_Problem to solve:_ Give back the records that follow exactly, images excluded.
***
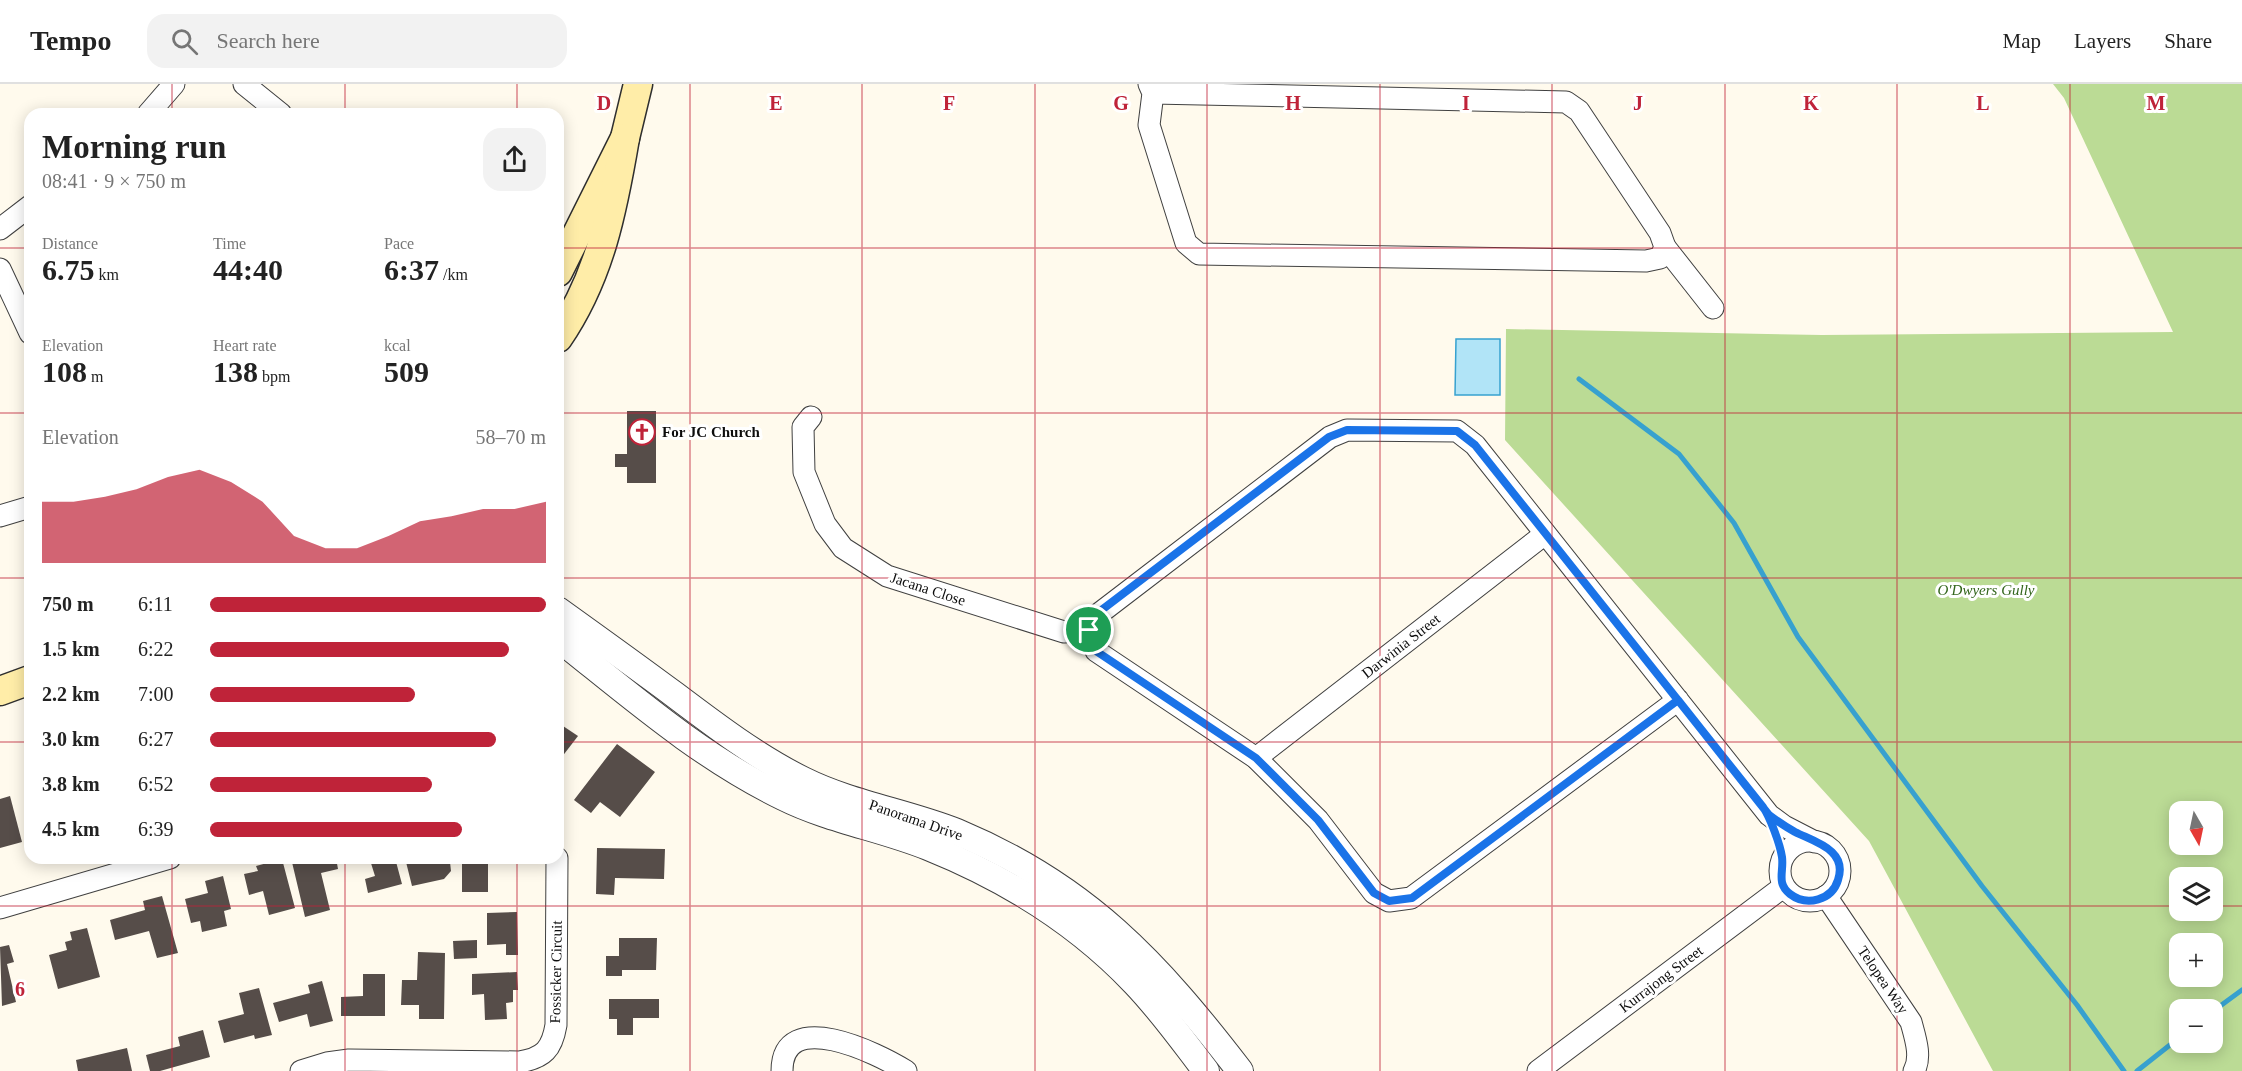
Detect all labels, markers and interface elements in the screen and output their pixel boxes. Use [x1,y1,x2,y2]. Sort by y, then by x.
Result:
search box [147,14,567,68]
text: Tempo [30,25,111,56]
icon: search [168,25,201,58]
text: Search here [216,28,320,53]
text: Map [2003,29,2041,53]
text: Layers [2074,29,2131,53]
text: Share [2164,29,2212,53]
text: D [597,92,611,114]
text: E [769,92,783,114]
text: F [943,92,955,114]
text: G [1113,92,1129,114]
text: H [1285,92,1301,114]
text: I [1462,92,1470,114]
text: J [1633,92,1643,114]
text: K [1803,92,1819,114]
text: L [1976,92,1990,114]
text: M [2147,92,2166,114]
button: share [483,128,546,191]
text: Morning run [42,129,226,165]
text: 08:41 · 9 × 750 m [42,170,186,192]
text: Distance [42,235,98,252]
text: Time [213,235,246,252]
text: Pace [384,235,414,252]
text: 6.75 [42,253,95,286]
text: 44:40 [213,253,283,286]
text: 6:37 [384,253,439,286]
text: km [95,266,119,283]
text: /km [439,266,468,283]
text: Elevation [42,337,103,354]
text: Heart rate [213,337,277,354]
text: kcal [384,337,411,354]
text: 108 [42,355,87,388]
text: 138 [213,355,258,388]
text: 509 [384,355,429,388]
text: m [87,368,103,385]
text: bpm [258,368,290,385]
church icon: For JC Church [627,417,657,447]
place label: For JC Church [662,424,760,440]
text: Elevation [42,426,119,448]
text: 58–70 m [475,426,546,448]
street label: Jacana Close [888,569,968,609]
park label: O'Dwyers Gully [1938,582,2035,598]
text: 750 m [42,593,94,615]
text: 6:11 [138,593,173,615]
pin [1063,604,1114,655]
street label: Darwinia Street [1359,610,1444,681]
icon: arrive [1072,613,1105,646]
text: 1.5 km [42,638,100,660]
text: 6:22 [138,638,174,660]
text: 2.2 km [42,683,100,705]
text: 7:00 [138,683,174,705]
text: 3.0 km [42,728,100,750]
text: 6:27 [138,728,174,750]
text: 3.8 km [42,773,100,795]
text: 6:52 [138,773,174,795]
street label: Panorama Drive [867,797,965,844]
north arrow [2169,801,2223,855]
map controls [2169,801,2223,1053]
text: 4.5 km [42,818,100,840]
text: 6:39 [138,818,174,840]
button: layers [2169,867,2223,921]
street label: Fossicker Circuit [547,920,565,1024]
button: + [2169,933,2223,987]
street label: Kurrajong Street [1616,942,1707,1016]
street label: Telopea Way [1855,943,1912,1017]
text: 6 [15,978,25,1000]
button: − [2169,999,2223,1053]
***
_Exercise answer:_
Detect all labels, markers and interface elements in the screen and output their pixel boxes. Use [x1,y1,x2,y2]. Sort by y, then by x.
Result:
search box [147,14,567,68]
text: Tempo [30,25,111,56]
icon: search [168,25,201,58]
text: Search here [216,28,320,53]
text: Map [2003,29,2041,53]
text: Layers [2074,29,2131,53]
text: Share [2164,29,2212,53]
text: D [597,92,611,114]
text: E [769,92,783,114]
text: F [943,92,955,114]
text: G [1113,92,1129,114]
text: H [1285,92,1301,114]
text: I [1462,92,1470,114]
text: J [1633,92,1643,114]
text: K [1803,92,1819,114]
text: L [1976,92,1990,114]
text: M [2147,92,2166,114]
button: share [483,128,546,191]
text: Morning run [42,129,226,165]
text: 08:41 · 9 × 750 m [42,170,186,192]
text: Distance [42,235,98,252]
text: Time [213,235,246,252]
text: Pace [384,235,414,252]
text: 6.75 [42,253,95,286]
text: 44:40 [213,253,283,286]
text: 6:37 [384,253,439,286]
text: km [95,266,119,283]
text: /km [439,266,468,283]
text: Elevation [42,337,103,354]
text: Heart rate [213,337,277,354]
text: kcal [384,337,411,354]
text: 108 [42,355,87,388]
text: 138 [213,355,258,388]
text: 509 [384,355,429,388]
text: m [87,368,103,385]
text: bpm [258,368,290,385]
church icon: For JC Church [627,417,657,447]
place label: For JC Church [662,424,760,440]
text: Elevation [42,426,119,448]
text: 58–70 m [475,426,546,448]
street label: Jacana Close [888,569,968,609]
park label: O'Dwyers Gully [1938,582,2035,598]
text: 750 m [42,593,94,615]
text: 6:11 [138,593,173,615]
pin [1063,604,1114,655]
street label: Darwinia Street [1359,610,1444,681]
icon: arrive [1072,613,1105,646]
text: 1.5 km [42,638,100,660]
text: 6:22 [138,638,174,660]
text: 2.2 km [42,683,100,705]
text: 7:00 [138,683,174,705]
text: 3.0 km [42,728,100,750]
text: 6:27 [138,728,174,750]
text: 3.8 km [42,773,100,795]
text: 6:52 [138,773,174,795]
street label: Panorama Drive [867,797,965,844]
north arrow [2169,801,2223,855]
map controls [2169,801,2223,1053]
text: 4.5 km [42,818,100,840]
text: 6:39 [138,818,174,840]
button: layers [2169,867,2223,921]
street label: Fossicker Circuit [547,920,565,1024]
button: + [2169,933,2223,987]
street label: Kurrajong Street [1616,942,1707,1016]
street label: Telopea Way [1855,943,1912,1017]
text: 6 [15,978,25,1000]
button: − [2169,999,2223,1053]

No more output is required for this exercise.